▶ [WORK INSTRUCTION] What lines in the listing below hold the string "body"? Please copy them out.

------------------------

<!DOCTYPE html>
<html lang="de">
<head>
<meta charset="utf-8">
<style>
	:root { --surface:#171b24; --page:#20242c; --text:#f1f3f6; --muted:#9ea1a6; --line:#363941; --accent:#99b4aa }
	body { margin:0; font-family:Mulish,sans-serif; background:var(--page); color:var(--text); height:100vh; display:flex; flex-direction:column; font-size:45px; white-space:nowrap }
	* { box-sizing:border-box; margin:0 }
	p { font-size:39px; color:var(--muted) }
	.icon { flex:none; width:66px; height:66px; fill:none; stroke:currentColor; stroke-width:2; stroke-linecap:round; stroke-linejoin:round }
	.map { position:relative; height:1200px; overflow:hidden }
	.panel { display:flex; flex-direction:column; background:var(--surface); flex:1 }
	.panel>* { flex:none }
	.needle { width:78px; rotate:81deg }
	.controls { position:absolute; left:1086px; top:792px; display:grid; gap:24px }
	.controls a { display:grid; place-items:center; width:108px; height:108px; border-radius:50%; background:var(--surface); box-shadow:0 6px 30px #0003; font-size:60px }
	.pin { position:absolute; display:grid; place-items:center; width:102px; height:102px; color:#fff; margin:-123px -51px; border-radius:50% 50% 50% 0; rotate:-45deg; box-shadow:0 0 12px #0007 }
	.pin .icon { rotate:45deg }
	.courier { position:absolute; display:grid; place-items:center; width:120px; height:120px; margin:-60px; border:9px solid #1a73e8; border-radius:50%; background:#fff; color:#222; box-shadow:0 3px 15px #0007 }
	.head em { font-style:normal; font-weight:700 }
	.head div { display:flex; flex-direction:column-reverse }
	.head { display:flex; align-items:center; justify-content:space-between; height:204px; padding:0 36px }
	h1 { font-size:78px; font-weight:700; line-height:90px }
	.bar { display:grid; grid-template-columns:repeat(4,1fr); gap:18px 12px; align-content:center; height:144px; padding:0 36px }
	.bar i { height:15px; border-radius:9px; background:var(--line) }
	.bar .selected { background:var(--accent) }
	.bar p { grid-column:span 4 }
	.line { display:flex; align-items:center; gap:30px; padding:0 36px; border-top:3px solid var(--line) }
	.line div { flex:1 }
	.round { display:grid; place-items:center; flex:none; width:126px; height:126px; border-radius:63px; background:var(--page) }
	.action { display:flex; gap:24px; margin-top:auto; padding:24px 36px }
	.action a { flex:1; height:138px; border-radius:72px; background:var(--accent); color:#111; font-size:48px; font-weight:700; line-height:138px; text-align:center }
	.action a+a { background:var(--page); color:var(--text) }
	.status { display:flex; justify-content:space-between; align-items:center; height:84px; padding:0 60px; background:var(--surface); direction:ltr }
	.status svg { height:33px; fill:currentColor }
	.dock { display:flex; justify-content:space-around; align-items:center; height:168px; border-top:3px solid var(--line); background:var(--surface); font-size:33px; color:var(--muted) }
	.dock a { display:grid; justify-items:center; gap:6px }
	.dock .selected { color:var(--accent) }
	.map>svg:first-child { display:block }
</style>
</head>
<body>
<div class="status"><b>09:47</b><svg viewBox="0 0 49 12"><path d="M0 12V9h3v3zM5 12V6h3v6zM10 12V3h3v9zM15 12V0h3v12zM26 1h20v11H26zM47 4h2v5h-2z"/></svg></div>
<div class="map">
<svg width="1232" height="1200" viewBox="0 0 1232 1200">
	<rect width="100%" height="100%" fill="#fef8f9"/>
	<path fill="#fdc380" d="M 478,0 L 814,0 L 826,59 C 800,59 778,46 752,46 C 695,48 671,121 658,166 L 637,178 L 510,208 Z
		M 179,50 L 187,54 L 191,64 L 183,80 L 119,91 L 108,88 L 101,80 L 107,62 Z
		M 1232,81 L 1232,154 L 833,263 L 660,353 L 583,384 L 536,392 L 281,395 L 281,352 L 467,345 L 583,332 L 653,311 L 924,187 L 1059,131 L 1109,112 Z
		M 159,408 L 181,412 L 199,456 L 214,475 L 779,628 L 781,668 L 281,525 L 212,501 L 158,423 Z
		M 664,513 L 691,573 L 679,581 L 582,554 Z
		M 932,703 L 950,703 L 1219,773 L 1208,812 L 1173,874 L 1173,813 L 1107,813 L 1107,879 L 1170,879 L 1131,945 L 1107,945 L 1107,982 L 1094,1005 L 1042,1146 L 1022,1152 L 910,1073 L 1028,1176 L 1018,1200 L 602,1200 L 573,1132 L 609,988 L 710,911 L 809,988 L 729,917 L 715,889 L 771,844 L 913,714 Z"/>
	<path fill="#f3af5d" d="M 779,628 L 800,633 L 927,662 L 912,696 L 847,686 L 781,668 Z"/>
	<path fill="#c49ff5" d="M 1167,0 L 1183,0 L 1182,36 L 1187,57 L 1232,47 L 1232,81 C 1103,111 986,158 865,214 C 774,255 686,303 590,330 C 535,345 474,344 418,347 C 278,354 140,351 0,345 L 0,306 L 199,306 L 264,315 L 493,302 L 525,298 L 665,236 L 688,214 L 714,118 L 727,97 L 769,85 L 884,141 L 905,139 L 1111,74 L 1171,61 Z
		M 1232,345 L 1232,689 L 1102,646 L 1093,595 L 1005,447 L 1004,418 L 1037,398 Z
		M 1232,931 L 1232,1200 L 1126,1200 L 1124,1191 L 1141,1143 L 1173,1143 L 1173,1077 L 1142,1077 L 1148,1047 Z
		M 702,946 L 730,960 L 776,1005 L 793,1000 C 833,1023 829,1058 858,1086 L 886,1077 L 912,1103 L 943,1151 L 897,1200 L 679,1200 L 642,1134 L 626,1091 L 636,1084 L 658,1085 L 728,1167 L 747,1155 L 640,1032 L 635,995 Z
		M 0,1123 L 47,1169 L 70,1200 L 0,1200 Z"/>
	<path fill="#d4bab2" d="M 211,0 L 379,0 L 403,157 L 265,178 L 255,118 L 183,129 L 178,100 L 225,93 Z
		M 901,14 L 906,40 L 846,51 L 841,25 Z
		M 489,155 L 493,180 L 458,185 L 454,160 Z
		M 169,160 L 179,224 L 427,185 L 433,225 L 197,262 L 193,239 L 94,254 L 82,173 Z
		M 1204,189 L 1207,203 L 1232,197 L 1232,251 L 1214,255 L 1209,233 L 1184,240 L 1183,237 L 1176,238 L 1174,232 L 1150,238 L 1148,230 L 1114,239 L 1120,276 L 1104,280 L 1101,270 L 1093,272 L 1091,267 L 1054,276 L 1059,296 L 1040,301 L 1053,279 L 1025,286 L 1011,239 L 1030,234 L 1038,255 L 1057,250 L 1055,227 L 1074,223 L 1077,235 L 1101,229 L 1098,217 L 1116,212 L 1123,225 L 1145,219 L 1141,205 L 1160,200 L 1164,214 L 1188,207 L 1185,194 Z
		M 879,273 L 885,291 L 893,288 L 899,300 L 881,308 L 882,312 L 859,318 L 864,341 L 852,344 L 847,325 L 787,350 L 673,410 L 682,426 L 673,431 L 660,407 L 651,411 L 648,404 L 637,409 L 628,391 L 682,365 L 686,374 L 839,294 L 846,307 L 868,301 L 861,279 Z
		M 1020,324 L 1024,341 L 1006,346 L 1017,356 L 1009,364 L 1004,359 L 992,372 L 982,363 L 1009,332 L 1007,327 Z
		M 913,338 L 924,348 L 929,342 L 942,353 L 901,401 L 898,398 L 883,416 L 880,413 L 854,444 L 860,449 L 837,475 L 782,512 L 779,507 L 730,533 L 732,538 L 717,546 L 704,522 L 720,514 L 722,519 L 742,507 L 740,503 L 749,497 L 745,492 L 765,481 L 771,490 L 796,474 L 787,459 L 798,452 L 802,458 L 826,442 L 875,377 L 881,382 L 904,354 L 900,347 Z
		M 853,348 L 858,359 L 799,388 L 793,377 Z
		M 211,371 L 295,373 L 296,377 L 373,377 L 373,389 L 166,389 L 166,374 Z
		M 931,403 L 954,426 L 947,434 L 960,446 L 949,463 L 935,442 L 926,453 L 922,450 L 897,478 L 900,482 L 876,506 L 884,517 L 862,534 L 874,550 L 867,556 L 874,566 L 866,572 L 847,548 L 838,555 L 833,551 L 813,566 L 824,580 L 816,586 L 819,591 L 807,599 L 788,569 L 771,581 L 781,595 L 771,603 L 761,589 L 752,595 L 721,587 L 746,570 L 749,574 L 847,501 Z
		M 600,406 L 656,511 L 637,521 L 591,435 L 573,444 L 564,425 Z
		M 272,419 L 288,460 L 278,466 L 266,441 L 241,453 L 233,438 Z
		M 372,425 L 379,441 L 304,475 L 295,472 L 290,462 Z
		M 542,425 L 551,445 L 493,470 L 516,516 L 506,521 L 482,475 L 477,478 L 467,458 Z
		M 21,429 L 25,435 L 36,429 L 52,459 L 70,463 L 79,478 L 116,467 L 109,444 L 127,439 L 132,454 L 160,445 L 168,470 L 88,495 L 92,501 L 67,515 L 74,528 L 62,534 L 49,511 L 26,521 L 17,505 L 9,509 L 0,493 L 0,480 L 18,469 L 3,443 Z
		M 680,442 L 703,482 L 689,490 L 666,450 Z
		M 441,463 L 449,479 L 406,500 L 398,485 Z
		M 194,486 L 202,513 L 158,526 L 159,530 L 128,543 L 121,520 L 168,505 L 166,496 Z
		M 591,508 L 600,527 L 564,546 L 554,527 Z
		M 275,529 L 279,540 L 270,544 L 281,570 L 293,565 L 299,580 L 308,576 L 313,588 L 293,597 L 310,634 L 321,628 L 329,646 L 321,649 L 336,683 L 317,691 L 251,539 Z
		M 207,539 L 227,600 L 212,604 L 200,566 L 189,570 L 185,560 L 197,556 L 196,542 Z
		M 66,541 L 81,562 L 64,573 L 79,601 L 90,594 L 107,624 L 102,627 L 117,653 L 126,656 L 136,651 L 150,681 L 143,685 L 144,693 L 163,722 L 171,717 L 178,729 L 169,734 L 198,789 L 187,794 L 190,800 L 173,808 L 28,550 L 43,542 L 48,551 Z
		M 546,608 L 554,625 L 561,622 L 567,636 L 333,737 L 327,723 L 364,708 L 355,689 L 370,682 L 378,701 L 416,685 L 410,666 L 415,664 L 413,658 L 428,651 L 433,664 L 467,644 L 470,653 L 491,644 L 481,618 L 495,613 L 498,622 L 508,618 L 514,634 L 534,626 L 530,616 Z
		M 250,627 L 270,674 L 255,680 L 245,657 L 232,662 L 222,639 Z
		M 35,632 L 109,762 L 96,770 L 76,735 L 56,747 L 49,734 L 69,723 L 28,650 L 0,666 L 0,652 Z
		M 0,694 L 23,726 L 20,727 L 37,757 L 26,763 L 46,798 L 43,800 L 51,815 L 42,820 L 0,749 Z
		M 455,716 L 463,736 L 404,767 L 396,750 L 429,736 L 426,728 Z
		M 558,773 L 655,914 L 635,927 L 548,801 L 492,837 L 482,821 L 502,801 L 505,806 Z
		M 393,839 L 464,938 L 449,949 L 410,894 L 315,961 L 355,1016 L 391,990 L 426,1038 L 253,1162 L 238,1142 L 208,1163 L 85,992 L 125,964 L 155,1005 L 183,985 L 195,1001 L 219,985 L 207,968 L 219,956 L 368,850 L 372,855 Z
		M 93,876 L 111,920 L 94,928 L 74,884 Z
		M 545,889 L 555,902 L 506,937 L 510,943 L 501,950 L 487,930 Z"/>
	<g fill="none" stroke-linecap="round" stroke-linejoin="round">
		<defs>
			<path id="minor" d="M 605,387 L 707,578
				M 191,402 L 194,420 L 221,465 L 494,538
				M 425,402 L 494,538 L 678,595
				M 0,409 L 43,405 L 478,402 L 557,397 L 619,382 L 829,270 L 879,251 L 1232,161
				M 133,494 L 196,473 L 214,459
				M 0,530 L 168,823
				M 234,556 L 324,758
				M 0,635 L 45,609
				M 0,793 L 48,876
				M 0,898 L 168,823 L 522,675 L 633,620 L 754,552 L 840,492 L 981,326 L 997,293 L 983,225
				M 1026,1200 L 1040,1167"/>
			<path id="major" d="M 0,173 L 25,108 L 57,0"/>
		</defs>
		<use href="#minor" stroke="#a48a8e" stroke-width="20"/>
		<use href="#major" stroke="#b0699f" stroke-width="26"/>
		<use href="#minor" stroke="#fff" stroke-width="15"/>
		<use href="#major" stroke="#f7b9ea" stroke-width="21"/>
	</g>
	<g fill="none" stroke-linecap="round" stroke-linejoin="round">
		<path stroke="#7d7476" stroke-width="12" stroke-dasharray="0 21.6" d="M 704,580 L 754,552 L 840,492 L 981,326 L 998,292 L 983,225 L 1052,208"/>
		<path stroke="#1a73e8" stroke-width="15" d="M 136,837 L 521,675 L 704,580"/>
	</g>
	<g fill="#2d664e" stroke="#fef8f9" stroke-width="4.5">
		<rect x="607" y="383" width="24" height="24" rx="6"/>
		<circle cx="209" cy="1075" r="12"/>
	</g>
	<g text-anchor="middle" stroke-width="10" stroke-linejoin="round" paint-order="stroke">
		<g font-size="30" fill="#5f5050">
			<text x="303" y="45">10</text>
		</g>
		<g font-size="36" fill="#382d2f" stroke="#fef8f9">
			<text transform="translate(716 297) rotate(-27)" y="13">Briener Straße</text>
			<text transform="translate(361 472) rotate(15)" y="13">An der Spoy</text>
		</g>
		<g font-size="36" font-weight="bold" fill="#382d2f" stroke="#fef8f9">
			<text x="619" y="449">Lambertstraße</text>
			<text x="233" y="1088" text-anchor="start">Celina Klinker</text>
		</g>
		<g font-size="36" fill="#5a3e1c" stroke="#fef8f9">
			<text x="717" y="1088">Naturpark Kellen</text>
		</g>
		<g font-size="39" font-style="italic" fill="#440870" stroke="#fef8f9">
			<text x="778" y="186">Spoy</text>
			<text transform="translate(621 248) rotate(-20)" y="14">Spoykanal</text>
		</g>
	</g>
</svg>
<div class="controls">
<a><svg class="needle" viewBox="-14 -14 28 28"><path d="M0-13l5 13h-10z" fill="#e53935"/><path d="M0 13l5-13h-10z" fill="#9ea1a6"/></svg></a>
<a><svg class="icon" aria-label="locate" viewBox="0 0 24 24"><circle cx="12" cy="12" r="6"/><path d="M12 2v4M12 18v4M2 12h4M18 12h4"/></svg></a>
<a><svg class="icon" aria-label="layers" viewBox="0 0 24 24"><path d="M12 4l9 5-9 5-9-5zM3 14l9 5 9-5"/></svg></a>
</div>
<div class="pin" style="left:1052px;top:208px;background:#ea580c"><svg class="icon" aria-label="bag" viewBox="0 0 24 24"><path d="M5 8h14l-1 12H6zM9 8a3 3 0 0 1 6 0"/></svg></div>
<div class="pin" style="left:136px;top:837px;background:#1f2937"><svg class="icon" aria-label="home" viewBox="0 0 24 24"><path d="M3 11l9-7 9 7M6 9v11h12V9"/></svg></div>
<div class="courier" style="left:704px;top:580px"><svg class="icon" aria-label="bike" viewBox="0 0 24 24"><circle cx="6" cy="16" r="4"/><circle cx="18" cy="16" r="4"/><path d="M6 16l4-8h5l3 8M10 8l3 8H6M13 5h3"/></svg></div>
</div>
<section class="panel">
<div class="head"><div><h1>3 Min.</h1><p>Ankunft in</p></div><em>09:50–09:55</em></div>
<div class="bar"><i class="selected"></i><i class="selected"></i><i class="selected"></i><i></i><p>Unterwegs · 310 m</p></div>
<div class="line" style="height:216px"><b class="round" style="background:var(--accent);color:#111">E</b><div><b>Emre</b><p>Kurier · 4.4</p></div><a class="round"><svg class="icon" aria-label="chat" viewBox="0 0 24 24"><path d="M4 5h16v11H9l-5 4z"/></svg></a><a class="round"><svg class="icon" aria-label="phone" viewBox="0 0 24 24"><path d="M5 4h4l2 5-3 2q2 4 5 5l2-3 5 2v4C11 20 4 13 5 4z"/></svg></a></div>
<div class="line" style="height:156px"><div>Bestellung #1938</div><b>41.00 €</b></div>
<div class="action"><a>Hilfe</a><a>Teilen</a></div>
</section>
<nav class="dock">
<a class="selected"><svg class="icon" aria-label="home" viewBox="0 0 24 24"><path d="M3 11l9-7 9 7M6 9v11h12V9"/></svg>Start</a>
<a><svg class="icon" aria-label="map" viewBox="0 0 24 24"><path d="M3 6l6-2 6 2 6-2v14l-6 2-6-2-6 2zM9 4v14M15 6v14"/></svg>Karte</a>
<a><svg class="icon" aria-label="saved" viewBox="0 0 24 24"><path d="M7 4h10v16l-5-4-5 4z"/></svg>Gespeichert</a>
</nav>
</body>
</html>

------------------------

▶ [THE COMPLETED TASK]
	body { margin:0; font-family:Mulish,sans-serif; background:var(--page); color:var(--text); height:100vh; display:flex; flex-direction:column; font-size:45px; white-space:nowrap }
<body>
</body>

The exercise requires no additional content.